As Chair of the Department, my primary responsibility it to ensure that we can continue to meet research and educational missions in an environment in which all of us are as safe as possible and feel confident in our ability to word effectively. My most important goal is making sure that our students, particularly those nearing graduation, are able to complete their degrees in a timely manner. In partnership with Brent Coull, the Associate Chair, and Elizabeth Solinga, our Departmental Administrator, and other leading important programs, we have been taking proactive steps to put infrastructure in place to support teaching and research should the worst happen and the University temporarily suspend in-person operations. We have also been working with the School administration to ensure both coordination across the School and University as well as a timely, bi-directional flow of information.

I am very proud of our faculty, postdocs, and students who have already thrown themselves into understanding the disease and the impact of interventions. In particular, Xihong Lin has been working with a group of faculty at the Tongji School of Public Health of Hua-Zhong Science and Technology University in Wuhan analyzing the 25,000+ lab-confirmed COVID-19 cases to study epidemiological characteristics and effects of various interventions on the rate of transmission that could provide timely information that could be important in dictating public policy. The pre-print is available at MedXriv and a key summary of the findings can be found in this tweet.

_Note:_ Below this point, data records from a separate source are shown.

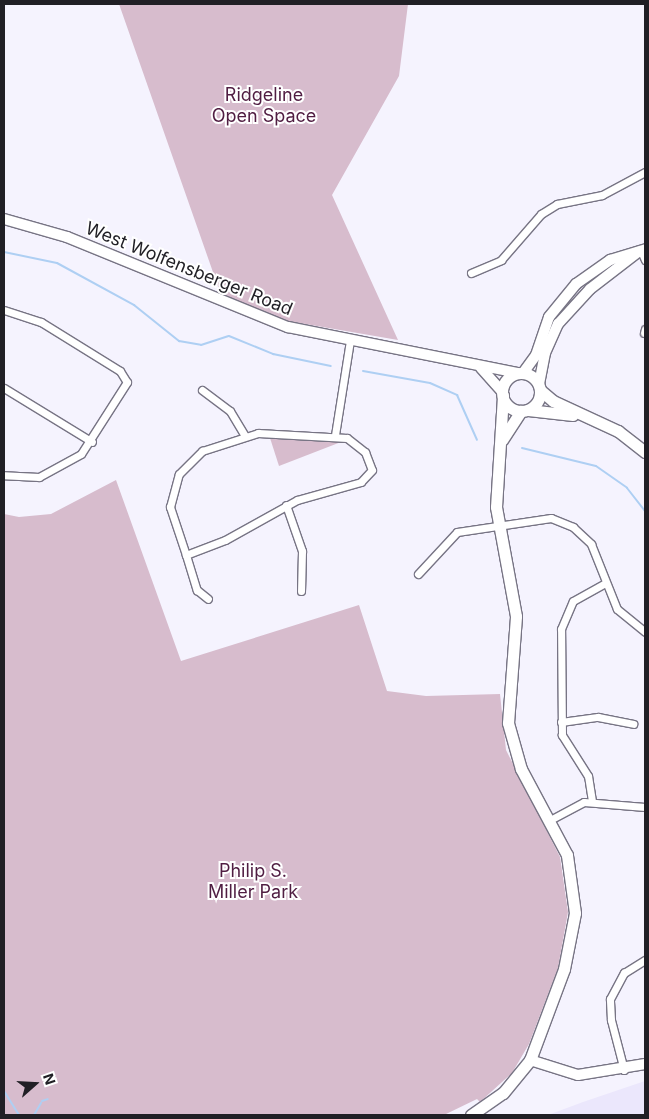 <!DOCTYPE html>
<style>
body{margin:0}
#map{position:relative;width:649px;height:1119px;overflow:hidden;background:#f5f3fe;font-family:Inter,sans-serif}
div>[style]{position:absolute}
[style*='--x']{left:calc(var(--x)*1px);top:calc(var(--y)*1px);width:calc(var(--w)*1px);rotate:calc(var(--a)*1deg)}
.built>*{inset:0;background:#ebe7fc}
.green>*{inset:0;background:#d7bccd}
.stream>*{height:2px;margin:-1px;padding:0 1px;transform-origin:1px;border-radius:1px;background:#aecff3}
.roads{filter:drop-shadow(1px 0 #777484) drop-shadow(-1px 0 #777484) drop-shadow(0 1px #777484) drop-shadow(0 -1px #777484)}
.street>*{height:7px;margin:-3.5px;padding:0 3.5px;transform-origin:3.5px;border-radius:3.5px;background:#fff}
.secondary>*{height:10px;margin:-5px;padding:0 5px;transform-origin:5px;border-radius:5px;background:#fff}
.primary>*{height:11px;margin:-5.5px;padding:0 5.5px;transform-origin:5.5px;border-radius:5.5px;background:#fff}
.primary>.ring{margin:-5.5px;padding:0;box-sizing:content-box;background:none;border:11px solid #fff;border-radius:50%}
span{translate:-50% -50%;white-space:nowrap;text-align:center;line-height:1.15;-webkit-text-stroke:4px #fff;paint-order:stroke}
.park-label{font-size:18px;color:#501d42}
.street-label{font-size:18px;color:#201f25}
.frame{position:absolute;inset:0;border:5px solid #201f25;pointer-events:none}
.north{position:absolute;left:10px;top:1059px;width:50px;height:50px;-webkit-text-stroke:4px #fff;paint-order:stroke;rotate:71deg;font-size:14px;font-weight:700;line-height:20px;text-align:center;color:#201f25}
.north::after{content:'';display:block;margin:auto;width:18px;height:22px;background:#201f25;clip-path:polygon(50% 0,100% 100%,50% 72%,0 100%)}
</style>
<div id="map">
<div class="built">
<div style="clip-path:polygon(645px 1081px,645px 1115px,548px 1115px,583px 1102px)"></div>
</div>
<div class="green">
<div style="clip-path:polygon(119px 4px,408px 4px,399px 76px,332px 195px,398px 340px,288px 321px,221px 295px)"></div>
<div style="clip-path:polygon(270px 438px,333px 440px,341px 442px,279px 466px)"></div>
<div style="clip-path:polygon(116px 480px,181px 661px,359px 605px,387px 691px,426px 696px,500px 694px,506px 750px,560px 857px,568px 912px,558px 968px,529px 1044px,512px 1073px,480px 1102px,477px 1099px,444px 1115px,4px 1115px,4px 514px,19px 517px,51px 514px)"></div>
</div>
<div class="stream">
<div style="--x:4;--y:252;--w:54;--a:11.7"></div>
<div style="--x:57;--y:263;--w:88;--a:28.6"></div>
<div style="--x:134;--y:305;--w:58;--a:38.7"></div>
<div style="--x:179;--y:341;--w:22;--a:10"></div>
<div style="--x:201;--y:345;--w:29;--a:-18"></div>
<div style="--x:229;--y:336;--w:48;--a:22.2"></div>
<div style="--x:273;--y:354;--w:59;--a:11.7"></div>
<div style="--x:363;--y:371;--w:68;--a:10.2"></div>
<div style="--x:430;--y:383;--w:30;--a:24"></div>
<div style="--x:457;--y:395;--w:49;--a:66"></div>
<div style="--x:522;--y:448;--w:76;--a:13.7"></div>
<div style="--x:596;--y:466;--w:38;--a:35"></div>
<div style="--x:627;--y:488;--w:29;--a:52"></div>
<div style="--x:4;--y:1091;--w:28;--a:58"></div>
<div style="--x:42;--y:1101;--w:6;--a:-18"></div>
<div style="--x:34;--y:1115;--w:14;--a:-60"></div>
</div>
<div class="roads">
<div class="street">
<div style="--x:641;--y:251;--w:10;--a:66"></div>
<div style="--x:471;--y:273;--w:33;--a:-23"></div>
<div style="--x:501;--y:260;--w:61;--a:-49"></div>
<div style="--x:541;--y:214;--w:19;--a:-32"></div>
<div style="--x:557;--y:204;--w:46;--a:-11.3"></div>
<div style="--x:602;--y:195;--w:49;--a:-28.1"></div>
<div style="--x:4;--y:310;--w:39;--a:18"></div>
<div style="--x:41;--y:322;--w:93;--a:31.8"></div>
<div style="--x:120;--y:371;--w:13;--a:58"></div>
<div style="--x:127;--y:382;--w:85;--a:122.6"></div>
<div style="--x:81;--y:454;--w:48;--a:151.3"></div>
<div style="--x:39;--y:477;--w:35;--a:-177"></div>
<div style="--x:644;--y:333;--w:4;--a:-76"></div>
<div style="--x:4;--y:388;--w:103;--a:31.5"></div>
<div style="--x:202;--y:390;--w:35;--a:37"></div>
<div style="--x:230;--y:411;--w:29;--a:59"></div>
<div style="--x:258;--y:433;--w:89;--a:3.2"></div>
<div style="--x:347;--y:438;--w:23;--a:38"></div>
<div style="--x:365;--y:452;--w:19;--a:69"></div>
<div style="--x:372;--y:470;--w:16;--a:133"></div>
<div style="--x:361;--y:482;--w:66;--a:164.3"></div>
<div style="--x:297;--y:500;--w:82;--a:150.9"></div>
<div style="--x:225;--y:540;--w:42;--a:159"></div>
<div style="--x:186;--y:555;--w:51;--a:-108.4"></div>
<div style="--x:170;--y:507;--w:34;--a:-75"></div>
<div style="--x:179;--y:474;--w:33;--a:-45"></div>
<div style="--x:202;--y:451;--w:59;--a:-17.8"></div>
<div style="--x:335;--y:435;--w:96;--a:-81"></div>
<div style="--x:286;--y:505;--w:49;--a:70.8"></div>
<div style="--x:302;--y:551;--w:40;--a:91.4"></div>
<div style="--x:186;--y:555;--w:37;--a:73"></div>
<div style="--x:197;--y:590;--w:14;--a:39"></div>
<div style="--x:418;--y:574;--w:57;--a:-47.1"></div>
<div style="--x:457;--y:532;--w:95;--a:-8.5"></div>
<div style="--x:551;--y:518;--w:24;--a:22"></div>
<div style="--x:573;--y:527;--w:25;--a:43"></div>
<div style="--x:591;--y:544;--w:70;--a:68.2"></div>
<div style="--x:617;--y:609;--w:36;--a:39"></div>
<div style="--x:561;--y:722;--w:37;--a:-8"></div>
<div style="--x:598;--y:717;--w:36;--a:11"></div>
<div style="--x:592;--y:801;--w:25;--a:-99"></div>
<div style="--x:588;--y:776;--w:49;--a:-122.4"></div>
<div style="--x:562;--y:735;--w:106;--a:-90.5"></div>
<div style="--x:561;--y:629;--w:30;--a:-67"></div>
<div style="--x:573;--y:601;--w:37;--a:-29"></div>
<div style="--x:550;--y:820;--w:38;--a:-28"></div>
<div style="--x:584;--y:802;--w:61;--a:4.7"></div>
<div style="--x:624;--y:1070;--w:52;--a:-104.6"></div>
<div style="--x:611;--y:1020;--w:21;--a:-93"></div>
<div style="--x:610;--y:999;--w:30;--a:-62"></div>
<div style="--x:624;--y:973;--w:25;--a:-32"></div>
</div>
<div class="secondary">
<div style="--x:4;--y:219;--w:66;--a:15.9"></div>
<div style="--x:67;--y:237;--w:239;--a:22.2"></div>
<div style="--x:288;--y:327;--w:235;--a:11.3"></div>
<div style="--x:481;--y:368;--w:31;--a:48"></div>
<div style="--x:523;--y:373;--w:22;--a:-54"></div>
<div style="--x:536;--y:355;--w:40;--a:-71.1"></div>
<div style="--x:549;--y:317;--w:43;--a:-50.7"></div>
<div style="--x:576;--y:284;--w:42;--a:-35.2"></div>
<div style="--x:610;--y:260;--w:37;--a:-17"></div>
<div style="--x:539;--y:384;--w:32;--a:-79"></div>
<div style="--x:545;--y:353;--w:32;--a:-66"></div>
<div style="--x:558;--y:324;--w:47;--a:-47.6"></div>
<div style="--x:590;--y:289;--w:61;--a:-37.6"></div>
<div style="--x:530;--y:1060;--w:50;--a:17.4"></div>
<div style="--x:578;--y:1075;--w:68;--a:-9.3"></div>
</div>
<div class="primary">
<div class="ring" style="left:502px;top:373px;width:27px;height:27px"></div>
<div style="--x:540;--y:390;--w:17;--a:40"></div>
<div style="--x:553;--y:401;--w:72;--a:24.8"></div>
<div style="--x:618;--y:431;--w:34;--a:38"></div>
<div style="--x:528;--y:410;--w:45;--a:6.3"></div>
<div style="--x:502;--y:440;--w:35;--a:-57"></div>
<div style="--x:471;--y:1115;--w:39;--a:-35"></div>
<div style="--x:503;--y:1093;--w:43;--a:-50.7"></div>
<div style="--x:530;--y:1060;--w:97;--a:-69.5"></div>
<div style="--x:564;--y:969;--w:57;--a:-78.9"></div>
<div style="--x:575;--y:913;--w:59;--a:-97.9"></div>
<div style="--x:567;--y:855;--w:98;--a:-118.1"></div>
<div style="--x:521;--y:769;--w:48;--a:-105.8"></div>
<div style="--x:508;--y:723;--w:107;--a:-85.7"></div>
<div style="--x:516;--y:616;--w:111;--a:-100.4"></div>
<div style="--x:496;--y:507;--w:112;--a:-86.4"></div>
</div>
</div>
<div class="park-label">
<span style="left:264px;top:106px">Ridgeline<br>Open Space</span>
<span style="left:253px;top:882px">Philip S.<br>Miller Park</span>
</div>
<div class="street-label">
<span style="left:189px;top:269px;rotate:22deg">West Wolfensberger Road</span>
</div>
<div class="frame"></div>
<div class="north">N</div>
</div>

In the meantime, I want to urge people to keep things in perspective. While COVID-19 is spreading quickly, influenza takes a substantial toll each year. This season, there were an estimated 34,000,000-49,000,000 flu illnesses and 20,000-52,000 deaths (https://www.cdc.gov/flu/about/burden/preliminary-in-season-estimates.htm). And, as with the flu, there are some general, good-sense public health measures that all of us can take:

  1. Think carefully about travel, especially to countries/cities where COVID-19 is known to be active. Current advisories from the CDC can be found athttps://www.cdc.gov/coronavirus/2019-ncov/travelers/index.html.
  2. If you have a fever, please stay at home and use an alternative method for carrying out your research/mentoring/teaching duties while seeking appropriate medical care.
  3. Wash your hands often. Here’s a simple demo of how to do that which you can share with others. Avoid touching your eyes, nose or mouth. Cover your cough or sneeze with a tissue or your sleeve. Then, wash your hands.
  4. Consider greeting others with a warm smile, nod, or bow instead of a handshake, particularly at conferences or other large gatherings.
  5. Get the flu vaccine if you haven’t already done so. Seasonal flu activity is high in the US and is expected to continue for weeks. Being weakened by flu may increase your susceptibility to COVID-19.
Finally, I want to remind everyone that public health goes beyond disease. Unfortunately, COVID-19 has brought an increase in xenophobia and racism, particularly toward individuals of Asian ethnicity. As we all know, viruses can be carried by, and can effect, anyone. I want to encourage everyone to be proactive in ensuring that students, faculty, staff, and others in our community are not stigmatized, discriminated against, or treated with prejudice as a result of widely circulating misinformation about COVID-19 in public media and social media. Our strength is our diversity and our responsibility is to ensure that we use our knowledge and the information we have to ensure the health, safety, and security of those around us.